About the Nobel prize, two years ago
The last time an American won the Nobel Peace Prize, two years ago, I posted an item that I think has more relevance now. That winner was of course Al Gore. The remarks began as follows:
"I am old enough... well, there are many ways to end that sentence, but for now: I am old enough to remember, from my school years, the disdainful reaction in my home town to the news that Martin Luther King had won the Nobel Peace Prize in 1964.
"The reaction was, of course, racial at its root. This was a majority-white, minority-Hispanic small town with very few black residents, which went for Barry Goldwater over Lyndon Johnson in the presidential election that same fall. [And narrowly went for McCain over Obama last year, while California as a whole went strongly for Obama.]
"But the stated form of the objection concerned not King's race but his obnoxiousness as a man. He was a windbag. He was pompous and self-dramatizing, He was holier than thou. Plus, he had started getting involved where he didn't belong, in raising questions about the Vietnam War.
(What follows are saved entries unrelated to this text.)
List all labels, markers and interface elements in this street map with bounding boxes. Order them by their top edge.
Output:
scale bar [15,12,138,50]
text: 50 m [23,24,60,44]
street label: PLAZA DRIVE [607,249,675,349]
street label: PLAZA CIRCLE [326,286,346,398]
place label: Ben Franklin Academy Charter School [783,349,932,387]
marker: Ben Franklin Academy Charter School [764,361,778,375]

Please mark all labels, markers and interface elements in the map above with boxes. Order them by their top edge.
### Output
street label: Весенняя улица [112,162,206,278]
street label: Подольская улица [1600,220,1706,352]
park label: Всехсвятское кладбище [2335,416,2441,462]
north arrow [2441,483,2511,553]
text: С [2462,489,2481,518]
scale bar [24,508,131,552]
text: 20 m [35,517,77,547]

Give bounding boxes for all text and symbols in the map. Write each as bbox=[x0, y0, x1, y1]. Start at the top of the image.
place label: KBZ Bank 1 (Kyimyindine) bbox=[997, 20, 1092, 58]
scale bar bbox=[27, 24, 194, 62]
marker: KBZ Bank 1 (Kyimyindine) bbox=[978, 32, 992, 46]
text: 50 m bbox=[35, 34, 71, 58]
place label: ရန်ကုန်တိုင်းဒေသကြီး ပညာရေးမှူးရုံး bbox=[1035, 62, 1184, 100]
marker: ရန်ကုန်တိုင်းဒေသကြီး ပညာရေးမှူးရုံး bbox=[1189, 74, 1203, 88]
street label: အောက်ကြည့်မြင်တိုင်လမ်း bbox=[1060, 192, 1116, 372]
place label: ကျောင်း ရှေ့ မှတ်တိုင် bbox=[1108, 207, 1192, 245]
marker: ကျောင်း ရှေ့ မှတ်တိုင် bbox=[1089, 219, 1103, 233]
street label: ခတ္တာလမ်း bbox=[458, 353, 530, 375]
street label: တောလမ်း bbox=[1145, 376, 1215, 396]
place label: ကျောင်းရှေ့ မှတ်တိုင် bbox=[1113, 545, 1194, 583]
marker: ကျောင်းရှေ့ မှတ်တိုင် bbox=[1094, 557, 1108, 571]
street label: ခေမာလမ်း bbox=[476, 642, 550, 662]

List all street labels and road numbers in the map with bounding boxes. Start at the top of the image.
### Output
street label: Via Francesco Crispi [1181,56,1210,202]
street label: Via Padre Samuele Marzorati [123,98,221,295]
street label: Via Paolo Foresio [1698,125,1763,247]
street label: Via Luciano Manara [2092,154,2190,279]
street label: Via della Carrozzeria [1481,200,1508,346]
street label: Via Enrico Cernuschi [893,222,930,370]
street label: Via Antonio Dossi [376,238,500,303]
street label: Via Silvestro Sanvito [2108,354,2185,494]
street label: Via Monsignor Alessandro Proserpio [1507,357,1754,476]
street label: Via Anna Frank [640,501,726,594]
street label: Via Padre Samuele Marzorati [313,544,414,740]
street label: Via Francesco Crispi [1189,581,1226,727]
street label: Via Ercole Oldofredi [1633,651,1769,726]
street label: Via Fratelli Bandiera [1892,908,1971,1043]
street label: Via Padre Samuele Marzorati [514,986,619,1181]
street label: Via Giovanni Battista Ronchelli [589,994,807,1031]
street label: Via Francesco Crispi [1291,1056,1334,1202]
Through the rest of Martin Luther King's life, the father of my best home-town friend always went out of his way to refer sneeringly to "Martin Luther Nobel."
"As is the case now with some similar complaints about Al Gore, the criticisms weren't about nothing...." [continues here]
The complaint about Obama will of course be that he has not yet "earned" the prize, and of course that criticism isn't about nothing. But there's something more at work too. More to come in this space too, about Obama's remarks, by this evening. Mainly noting this previous item in a parallel situation. It also included this disclaimer:
"There are a few choices that look fishy in retrospect. (Henry Kissinger and Le Duc Tho in 1973??? Arafat as co-winner with Peres and Rabin in 1994?) But the great majority stand up very well. Desmond Tutu, and then Mandela and deKlerk. Albert Schweitzer. George C. Marshall. Lech Walesa, Willy Brandt, and Mikhail Gorbachev. The Dalai Lama and Aung San Suu Kyi. The Norwegian Nobel Institute has earned the benefit of the doubt for choosing people whose achievements will stand up over time."